Thursday, May 18, 2006

Peer-to-peer financing: Back to the future?

An interesting article on InformationWeek talking about a new (or is it old?) way of loaning money:

Peer-to-peer finance sounds like a concept born to be ridiculed. Finance demands oversight and networking through peers rather than a central authority, suggests a fundamental rejection of institutional scrutiny.

Call it a cautious rebellion. In February, Prosper opened what it calls "America's first people-to-people lending marketplace." It's a site that helps users borrow and lend money among themselves without the involvement of banks. Though the company says it hasn't been around long enough to disclose its user base, it claims to host over 1,000 active loan listings and 800 active groups.

"The tools and technology that are in place now for the first time allow for this sort of direct person-to-person marketplace," says Larsen.

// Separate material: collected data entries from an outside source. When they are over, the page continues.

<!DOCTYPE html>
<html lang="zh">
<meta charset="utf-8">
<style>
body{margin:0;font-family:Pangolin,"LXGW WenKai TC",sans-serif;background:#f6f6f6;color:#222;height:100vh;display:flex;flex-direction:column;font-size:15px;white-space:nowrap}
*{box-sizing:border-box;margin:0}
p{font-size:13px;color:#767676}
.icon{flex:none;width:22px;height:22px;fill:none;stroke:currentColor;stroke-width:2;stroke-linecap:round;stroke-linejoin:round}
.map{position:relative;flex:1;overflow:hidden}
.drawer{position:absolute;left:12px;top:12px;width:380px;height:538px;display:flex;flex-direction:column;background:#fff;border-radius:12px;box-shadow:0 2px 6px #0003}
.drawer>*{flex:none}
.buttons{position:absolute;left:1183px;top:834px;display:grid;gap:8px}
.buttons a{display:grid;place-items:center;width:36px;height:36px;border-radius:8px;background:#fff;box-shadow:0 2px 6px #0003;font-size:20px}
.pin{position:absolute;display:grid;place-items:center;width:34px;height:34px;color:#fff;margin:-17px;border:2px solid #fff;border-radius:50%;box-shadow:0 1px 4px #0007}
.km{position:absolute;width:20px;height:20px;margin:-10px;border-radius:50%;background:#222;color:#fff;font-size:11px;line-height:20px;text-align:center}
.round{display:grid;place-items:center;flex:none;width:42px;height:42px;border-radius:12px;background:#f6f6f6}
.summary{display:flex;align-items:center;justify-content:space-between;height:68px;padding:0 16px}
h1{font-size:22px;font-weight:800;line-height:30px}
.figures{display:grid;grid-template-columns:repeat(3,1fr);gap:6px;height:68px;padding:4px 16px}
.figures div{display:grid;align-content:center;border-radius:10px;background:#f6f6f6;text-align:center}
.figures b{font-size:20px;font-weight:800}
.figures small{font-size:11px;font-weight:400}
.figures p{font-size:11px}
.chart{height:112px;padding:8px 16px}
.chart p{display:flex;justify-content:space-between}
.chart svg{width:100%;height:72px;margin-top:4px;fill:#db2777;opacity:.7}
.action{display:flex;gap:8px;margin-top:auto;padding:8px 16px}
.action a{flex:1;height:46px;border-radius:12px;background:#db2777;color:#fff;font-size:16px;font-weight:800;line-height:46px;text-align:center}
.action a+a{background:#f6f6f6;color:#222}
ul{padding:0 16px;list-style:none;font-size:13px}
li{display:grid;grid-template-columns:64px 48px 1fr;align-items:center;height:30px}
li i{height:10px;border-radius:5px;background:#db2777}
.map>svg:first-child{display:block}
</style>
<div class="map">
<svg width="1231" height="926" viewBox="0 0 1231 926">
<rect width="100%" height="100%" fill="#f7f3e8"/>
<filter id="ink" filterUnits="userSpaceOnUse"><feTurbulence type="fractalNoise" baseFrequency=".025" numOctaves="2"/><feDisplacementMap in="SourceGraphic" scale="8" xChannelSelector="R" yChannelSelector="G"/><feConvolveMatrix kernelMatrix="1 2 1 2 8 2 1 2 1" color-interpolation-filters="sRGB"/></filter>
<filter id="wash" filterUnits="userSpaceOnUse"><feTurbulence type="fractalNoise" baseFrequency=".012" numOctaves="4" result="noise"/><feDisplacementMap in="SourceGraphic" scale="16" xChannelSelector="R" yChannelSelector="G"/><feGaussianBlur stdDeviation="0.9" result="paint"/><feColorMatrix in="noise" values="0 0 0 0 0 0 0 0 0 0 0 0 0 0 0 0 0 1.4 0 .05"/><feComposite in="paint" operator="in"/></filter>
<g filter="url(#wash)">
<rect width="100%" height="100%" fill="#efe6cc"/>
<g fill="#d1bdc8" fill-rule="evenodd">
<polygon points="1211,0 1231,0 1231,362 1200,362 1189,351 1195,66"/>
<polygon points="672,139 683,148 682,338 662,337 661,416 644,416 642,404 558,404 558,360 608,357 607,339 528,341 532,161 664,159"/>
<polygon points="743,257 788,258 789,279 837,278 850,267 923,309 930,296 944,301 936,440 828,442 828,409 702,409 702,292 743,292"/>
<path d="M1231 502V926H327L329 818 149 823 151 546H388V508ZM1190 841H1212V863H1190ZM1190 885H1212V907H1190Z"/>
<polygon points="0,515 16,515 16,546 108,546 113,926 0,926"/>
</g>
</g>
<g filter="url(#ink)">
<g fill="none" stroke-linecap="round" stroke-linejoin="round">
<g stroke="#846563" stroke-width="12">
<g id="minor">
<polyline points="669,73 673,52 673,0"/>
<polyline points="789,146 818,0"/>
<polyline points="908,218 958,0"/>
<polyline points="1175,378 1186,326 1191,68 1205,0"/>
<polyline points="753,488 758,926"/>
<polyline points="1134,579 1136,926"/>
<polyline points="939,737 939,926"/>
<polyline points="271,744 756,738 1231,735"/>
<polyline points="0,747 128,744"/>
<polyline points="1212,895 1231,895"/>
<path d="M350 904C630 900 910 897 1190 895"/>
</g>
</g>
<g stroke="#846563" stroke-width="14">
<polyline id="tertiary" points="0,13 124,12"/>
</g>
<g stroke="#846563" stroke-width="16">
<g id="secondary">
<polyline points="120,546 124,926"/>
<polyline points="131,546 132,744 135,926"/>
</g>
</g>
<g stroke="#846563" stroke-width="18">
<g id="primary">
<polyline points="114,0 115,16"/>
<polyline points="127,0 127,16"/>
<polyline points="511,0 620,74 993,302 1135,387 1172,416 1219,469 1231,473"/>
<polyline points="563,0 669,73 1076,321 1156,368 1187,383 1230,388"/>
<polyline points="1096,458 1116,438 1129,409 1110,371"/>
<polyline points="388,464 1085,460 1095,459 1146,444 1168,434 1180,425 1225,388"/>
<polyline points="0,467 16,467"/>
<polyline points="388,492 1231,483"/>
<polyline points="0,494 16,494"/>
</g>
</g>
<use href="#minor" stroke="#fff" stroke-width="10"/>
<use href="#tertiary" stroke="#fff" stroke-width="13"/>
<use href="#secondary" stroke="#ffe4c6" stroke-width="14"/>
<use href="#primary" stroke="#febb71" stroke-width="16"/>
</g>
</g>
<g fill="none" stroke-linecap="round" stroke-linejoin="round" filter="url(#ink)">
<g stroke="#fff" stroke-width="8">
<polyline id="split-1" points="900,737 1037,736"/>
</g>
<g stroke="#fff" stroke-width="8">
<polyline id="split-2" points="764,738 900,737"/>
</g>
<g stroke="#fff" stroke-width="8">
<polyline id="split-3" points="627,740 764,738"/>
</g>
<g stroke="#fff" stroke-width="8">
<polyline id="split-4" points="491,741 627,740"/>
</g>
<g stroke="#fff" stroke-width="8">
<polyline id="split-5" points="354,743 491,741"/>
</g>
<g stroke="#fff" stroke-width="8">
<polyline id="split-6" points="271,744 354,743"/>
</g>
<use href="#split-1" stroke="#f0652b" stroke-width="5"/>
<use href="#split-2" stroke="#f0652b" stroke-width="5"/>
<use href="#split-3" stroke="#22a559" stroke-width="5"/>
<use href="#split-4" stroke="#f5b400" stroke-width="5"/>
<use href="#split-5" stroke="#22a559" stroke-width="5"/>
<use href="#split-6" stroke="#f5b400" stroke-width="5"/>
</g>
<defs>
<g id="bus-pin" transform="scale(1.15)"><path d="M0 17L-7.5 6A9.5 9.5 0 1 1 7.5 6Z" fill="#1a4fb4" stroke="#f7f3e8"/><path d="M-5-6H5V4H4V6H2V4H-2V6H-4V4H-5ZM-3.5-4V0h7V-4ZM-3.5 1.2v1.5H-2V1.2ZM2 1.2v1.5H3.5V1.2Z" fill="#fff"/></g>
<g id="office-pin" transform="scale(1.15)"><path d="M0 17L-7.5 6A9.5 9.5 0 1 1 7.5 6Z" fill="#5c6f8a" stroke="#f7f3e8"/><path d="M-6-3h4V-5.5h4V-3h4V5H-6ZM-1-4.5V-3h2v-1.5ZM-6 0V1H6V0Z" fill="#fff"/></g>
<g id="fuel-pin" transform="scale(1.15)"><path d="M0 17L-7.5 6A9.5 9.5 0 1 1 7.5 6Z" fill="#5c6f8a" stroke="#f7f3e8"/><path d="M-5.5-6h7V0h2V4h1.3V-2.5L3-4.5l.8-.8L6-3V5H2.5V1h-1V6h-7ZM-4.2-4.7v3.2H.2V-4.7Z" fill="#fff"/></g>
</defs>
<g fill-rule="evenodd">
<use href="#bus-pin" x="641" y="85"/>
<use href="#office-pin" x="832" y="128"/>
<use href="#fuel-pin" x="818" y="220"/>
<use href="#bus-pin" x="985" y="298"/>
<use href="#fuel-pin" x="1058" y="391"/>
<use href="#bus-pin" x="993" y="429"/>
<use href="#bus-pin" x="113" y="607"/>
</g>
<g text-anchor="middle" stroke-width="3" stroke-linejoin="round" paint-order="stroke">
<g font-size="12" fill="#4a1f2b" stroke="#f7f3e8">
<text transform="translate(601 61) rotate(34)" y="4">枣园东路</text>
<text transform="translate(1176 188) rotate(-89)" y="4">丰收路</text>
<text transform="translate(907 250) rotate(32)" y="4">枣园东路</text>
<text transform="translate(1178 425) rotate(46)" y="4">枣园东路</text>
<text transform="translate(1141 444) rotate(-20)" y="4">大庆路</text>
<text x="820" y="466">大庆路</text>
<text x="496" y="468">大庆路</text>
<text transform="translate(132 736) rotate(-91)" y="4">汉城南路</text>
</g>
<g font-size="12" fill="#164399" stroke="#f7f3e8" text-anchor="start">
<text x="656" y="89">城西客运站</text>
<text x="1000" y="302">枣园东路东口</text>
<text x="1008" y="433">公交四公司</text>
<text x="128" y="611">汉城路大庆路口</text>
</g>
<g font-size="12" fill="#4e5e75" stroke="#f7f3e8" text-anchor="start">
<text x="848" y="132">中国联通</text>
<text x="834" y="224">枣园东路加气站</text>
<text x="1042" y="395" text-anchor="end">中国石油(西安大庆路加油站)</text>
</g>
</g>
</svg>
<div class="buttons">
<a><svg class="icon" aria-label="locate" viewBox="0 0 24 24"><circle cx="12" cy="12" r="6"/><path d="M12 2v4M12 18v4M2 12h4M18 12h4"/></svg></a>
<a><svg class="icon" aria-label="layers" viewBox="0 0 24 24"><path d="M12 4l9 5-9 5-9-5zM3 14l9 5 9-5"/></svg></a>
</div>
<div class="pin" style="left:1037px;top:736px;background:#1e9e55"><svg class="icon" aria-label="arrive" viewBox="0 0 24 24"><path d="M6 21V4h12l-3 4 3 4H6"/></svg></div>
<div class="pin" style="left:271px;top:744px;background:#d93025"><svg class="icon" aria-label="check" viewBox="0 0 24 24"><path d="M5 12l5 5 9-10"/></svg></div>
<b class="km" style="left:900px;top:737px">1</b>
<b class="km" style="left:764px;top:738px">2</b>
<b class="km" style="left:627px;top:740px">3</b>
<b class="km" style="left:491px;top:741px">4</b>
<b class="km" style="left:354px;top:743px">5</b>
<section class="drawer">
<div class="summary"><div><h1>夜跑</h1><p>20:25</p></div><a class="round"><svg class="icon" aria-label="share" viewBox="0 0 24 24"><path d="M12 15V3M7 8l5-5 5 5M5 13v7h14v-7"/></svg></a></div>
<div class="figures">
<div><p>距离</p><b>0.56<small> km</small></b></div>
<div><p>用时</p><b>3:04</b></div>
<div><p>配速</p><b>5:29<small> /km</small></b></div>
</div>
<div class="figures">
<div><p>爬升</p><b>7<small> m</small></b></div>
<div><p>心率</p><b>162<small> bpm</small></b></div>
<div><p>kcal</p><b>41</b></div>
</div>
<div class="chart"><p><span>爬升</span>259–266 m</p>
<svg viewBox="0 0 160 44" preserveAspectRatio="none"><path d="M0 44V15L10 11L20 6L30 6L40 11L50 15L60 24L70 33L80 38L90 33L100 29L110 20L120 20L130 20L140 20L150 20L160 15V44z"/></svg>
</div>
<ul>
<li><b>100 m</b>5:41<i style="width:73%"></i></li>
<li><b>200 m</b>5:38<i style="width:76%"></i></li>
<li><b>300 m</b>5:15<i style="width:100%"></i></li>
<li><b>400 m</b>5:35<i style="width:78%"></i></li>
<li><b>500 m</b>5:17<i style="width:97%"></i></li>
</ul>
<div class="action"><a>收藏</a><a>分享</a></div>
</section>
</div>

This goes back to the way things used to be, Larsen explains, when one neighbor supported the business of another neighbor. It's a model that, he believes, has a lot to recommend it. "There was a really strong sense of obligation and accountability and reputation within a small community," he says, "which actually made repayment of debts more reliable and less risky."

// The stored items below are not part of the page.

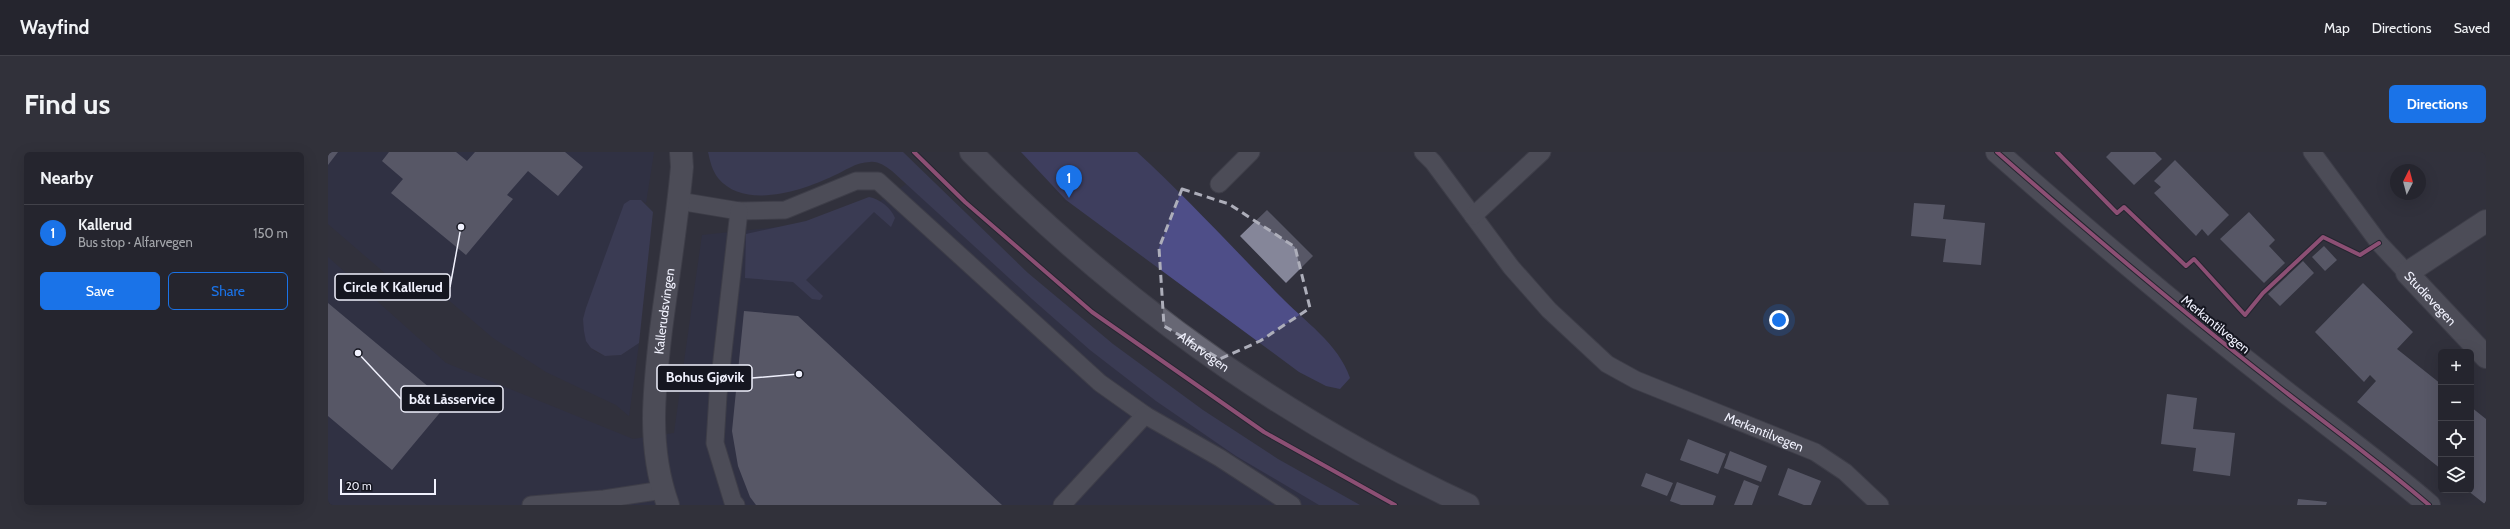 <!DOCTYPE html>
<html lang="en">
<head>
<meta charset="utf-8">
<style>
	:root { --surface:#25252e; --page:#31313a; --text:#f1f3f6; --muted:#a3a5aa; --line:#42424a; --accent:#1a73e8 }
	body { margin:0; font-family:Cabin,sans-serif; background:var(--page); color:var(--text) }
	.controls { position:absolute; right:12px; bottom:12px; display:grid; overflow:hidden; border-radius:6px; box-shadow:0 4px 16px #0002 }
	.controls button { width:36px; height:36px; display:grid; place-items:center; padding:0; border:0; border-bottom:1px solid var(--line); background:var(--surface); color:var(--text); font:20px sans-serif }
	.compass { position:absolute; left:2062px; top:12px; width:36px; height:36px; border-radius:50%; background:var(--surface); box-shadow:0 4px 16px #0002; rotate:6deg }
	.scale { position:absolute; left:12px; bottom:10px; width:96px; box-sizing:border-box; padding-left:4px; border:2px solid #f0f1fd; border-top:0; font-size:11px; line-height:14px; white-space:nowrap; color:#f0f1fd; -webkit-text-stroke:3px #151620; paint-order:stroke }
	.you { position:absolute; left:1451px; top:168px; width:14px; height:14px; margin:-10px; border:3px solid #fff; border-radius:50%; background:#1a73e8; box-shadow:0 0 0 6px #1a73e833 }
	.badge { display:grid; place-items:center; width:26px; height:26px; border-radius:50%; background:var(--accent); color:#fff; font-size:13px; font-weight:700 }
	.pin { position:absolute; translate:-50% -33px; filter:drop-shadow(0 1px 2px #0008) }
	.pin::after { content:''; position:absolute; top:21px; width:14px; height:12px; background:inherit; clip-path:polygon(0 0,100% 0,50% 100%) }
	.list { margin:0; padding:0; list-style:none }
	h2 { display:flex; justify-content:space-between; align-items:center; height:52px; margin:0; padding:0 16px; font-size:17px }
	h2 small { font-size:13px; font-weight:400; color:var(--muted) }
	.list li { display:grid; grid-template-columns:26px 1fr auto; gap:12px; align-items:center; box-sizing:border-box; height:56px; padding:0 16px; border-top:1px solid var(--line) }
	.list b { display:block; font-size:15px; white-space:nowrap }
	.list p { margin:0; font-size:13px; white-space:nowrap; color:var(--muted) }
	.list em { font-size:13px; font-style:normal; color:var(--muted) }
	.actions { display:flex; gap:8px; padding:12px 16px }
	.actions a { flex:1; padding:9px 0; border:1px solid var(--accent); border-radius:6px; text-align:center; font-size:14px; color:var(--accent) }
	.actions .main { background:var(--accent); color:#fff }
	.icon { flex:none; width:22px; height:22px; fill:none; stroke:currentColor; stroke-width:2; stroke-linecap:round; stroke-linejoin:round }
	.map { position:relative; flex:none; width:2158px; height:353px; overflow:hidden; border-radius:6px }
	header { display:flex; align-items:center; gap:24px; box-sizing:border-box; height:56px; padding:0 20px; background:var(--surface); border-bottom:1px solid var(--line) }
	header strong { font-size:19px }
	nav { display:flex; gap:22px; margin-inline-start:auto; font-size:14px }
	.intro { display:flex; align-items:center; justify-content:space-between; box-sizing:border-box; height:96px; padding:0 24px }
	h1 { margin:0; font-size:28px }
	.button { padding:10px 18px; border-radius:6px; background:var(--accent); color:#fff; font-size:14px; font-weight:700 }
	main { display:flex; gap:24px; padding:0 24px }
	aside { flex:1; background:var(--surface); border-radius:6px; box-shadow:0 4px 16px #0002 }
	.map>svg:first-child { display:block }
	.built { fill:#30314d }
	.green { fill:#46476f }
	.forest { fill:#4e4e88 }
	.building { fill:#858699 }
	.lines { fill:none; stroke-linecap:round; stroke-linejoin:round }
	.service-casing { stroke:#4d4d57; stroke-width:19 }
	.minor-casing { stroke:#4d4d57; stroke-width:24 }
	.secondary-casing { stroke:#4d4d57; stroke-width:24 }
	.service { stroke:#6d6d78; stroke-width:17 }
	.minor { stroke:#6d6d78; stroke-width:22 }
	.secondary { stroke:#676774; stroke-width:22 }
	.cycleway-casing { stroke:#151620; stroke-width:6 }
	.cycleway { stroke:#fb73b8; stroke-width:4 }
	.marked { fill:none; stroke:#adaeba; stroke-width:3; stroke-dasharray:8 5; stroke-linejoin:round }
	.labels { text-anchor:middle; stroke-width:4; stroke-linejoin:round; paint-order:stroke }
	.street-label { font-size:13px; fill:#f0f1fd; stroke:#151620 }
	.leader { fill:none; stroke:#f0f1fd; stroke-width:1.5 }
	.callout-dot { fill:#f0f1fd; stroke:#151620; stroke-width:1.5 }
	.callout { fill:#151620; stroke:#f0f1fd; stroke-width:1.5 }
	.callout-label { font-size:14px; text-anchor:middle; font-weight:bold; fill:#f0f1fd }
</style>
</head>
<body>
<header>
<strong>Wayfind</strong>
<nav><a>Map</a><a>Directions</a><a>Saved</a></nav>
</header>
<div class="intro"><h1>Find us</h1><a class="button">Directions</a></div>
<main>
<aside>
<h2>Nearby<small></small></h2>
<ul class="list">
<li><span class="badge">1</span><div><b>Kallerud</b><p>Bus stop · Alfarvegen</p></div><em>150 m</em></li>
</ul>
<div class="actions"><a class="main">Save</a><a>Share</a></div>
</aside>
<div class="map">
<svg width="2158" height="353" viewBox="0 0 2158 353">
	<rect width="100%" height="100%" fill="#31313d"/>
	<path class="built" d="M0 0H326L318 51 313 48H302L255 167 263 196 268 200 277 204 293 203 311 191 301 264 288 253 218 220 165 186 103 133 88 148 0 72Z
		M586 27 837 249 1029 353H0V105L118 211 305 287 346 281 374 83 525 67Z"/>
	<path class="green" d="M380 0H575L700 121 785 192 875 258 950 307 1032 353H991L908 304 828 249 762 198 704 147 564 19C557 14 550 9 542 10 528 10 517 19 505 24 474 39 416 58 390 26 384 18 382 9 380 0Z
		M541 45C552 47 563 56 567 66L563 75 546 60 478 128 495 144 492 148 484 147 465 130 417 126 418 82 478 69Z
		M302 48H313L325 60 311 191 293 203 277 204 263 196 258 189 256 179 255 167 258 156 296 52Z"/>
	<path class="forest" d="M693 0H809C859 46 905 96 952 144 977 170 1010 191 1022 226L1012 237 998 234 971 220 738 48Z"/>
	<path class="building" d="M0 0H10L0 13Z
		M61 0H128L139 9 147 0H237L255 15 230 44 200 19 179 43 185 47 138 103 63 41 75 27 54 9Z
		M1783 0H1827L1834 7 1806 33 1778 5Z
		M1847 8 1901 63 1880 84 1874 77 1868 84 1826 41 1833 35 1826 29Z
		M1586 51 1617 53 1615 67 1657 71 1653 113 1615 110 1618 87 1583 84Z
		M939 58 985 104 958 131 912 84Z
		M1921 60 1947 88 1941 94 1957 111 1936 131 1892 87Z
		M1996 94 2009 108 1997 119 1984 105Z
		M1975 109 1986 121 1952 154 1940 142Z
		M2035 131 2085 180 2069 197 2113 232V317L2029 250 2048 229 2042 223 2036 230 1987 180Z
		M0 151 120 251 64 318 0 264Z
		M416 159 470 164 674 353H428L422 345 410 314 404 279Z
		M1839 242 1869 246 1865 277 1907 281 1902 324 1865 319 1868 296 1833 292Z
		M2143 255 2158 267V353L2139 338H2143Z
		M1360 287 1398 302 1390 322 1352 308Z
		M1402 299 1439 314 1433 330 1396 316Z
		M1460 316 1493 329 1483 353H1476L1450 343Z
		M1318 321 1345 331 1339 344 1313 334Z
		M1416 328 1431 334 1424 353H1406Z
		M1349 330 1388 344 1385 353H1353L1342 349Z
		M1970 347 1999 350 1998 353H1969Z"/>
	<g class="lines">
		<defs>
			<g id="service">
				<path id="s1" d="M1095 0 1105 10 1183 115 1221 158 1279 212 1308 228 1487 300 1517 320 1552 353"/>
				<path d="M1984 0 2051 91 2079 121"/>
				<path d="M891 32 923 0"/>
				<path d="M351 49 411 59 457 58 528 29H550L772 231 817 263"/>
				<path d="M1145 64 1214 0"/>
				<path d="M203 353 276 347 335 338"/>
				<path d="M408 353 405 350 387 291 390 243 411 59"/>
				<path d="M734 353 817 263 892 306 964 353"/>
			</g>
			<g id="minor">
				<path d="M1669 0C1760 80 1851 157 1946 231 1998 272 2051 310 2101 353"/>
				<path id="s2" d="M2158 69 2079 121 2158 205"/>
				<path id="s3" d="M340 353C319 295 326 238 333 178 340 124 349 70 354 15L353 0"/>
			</g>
			<g id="secondary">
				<path id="s4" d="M643 0C789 148 952 266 1140 353"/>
			</g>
		</defs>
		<use href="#service" class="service-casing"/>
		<use href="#minor" class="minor-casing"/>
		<use href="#secondary" class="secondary-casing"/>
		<use href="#service" class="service"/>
		<use href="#minor" class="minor"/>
		<use href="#secondary" class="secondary"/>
		<defs>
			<path id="cycleway" d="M586 0 637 50 764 160 936 280 1067 353
				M1669 0C1760 80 1851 157 1946 231 1998 272 2051 310 2101 353
				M1729 0 1789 61 1796 55 1858 114 1866 107 1917 163 1935 141 1995 85 2032 103 2051 91"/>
		</defs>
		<use href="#cycleway" class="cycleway-casing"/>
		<use href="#cycleway" class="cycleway"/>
	</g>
	<path d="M0 0H2158V353H0ZM854 37 901 52 967 95 982 156 932 189 892 207 836 174 831 96Z" fill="#31313d" fill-opacity=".55" fill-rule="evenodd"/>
	<path class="marked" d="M854 37 901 52 967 95 982 156 932 189 892 207 836 174 831 96Z"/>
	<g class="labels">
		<g class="street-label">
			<text dy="5" stroke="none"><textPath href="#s2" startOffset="129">Studievegen</textPath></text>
			<text dy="5" stroke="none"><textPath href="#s3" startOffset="196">Kallerudsvingen</textPath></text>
			<text transform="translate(1888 172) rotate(39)" y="5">Merkantilvegen</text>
			<text dy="5" stroke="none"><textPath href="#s4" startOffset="307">Alfarvegen</textPath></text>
			<text dy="5" stroke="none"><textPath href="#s1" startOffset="453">Merkantilvegen</textPath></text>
		</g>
	</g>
	<path class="leader" d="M133 75L122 135M471 222L424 226M30 201L73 247"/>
	<g class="callout-dot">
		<circle cx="133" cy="75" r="4"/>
		<circle cx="471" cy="222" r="4"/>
		<circle cx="30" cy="201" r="4"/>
	</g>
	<g class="callout">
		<rect x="7" y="122" width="115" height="26" rx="4"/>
		<rect x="329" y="213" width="95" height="26" rx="4"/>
		<rect x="73" y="234" width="102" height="26" rx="4"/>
	</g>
	<g class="callout-label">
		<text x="65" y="140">Circle K Kallerud</text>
		<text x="377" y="230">Bohus Gjøvik</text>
		<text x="124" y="252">b&amp;t Låsservice</text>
	</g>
</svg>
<div class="controls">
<button>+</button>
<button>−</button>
<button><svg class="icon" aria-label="locate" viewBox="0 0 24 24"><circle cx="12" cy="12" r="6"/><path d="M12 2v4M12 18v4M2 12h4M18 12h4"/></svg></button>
<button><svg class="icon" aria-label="layers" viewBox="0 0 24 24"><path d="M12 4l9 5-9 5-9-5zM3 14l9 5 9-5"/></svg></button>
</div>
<svg class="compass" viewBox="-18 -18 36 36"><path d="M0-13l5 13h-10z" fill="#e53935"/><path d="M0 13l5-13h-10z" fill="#a3a5aa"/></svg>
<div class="scale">20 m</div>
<div class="you"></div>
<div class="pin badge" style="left:741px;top:46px">1</div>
</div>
</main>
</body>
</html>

The idea advanced by these companies is that by eliminating the middleman--banks--individual lenders, or groups of them, earn a higher rate of interest than conservative investment options such as certificates of deposit, and borrowers get a lower rate of interest than would typically be available from traditional financial institutions.


This could be an option for those people that don't like the current market trend of banks securitizing their loans and selling them on to investors, thereby disconnecting the borrower from the orginal community based lender. It probably won't be a big market, but it is always good to have options.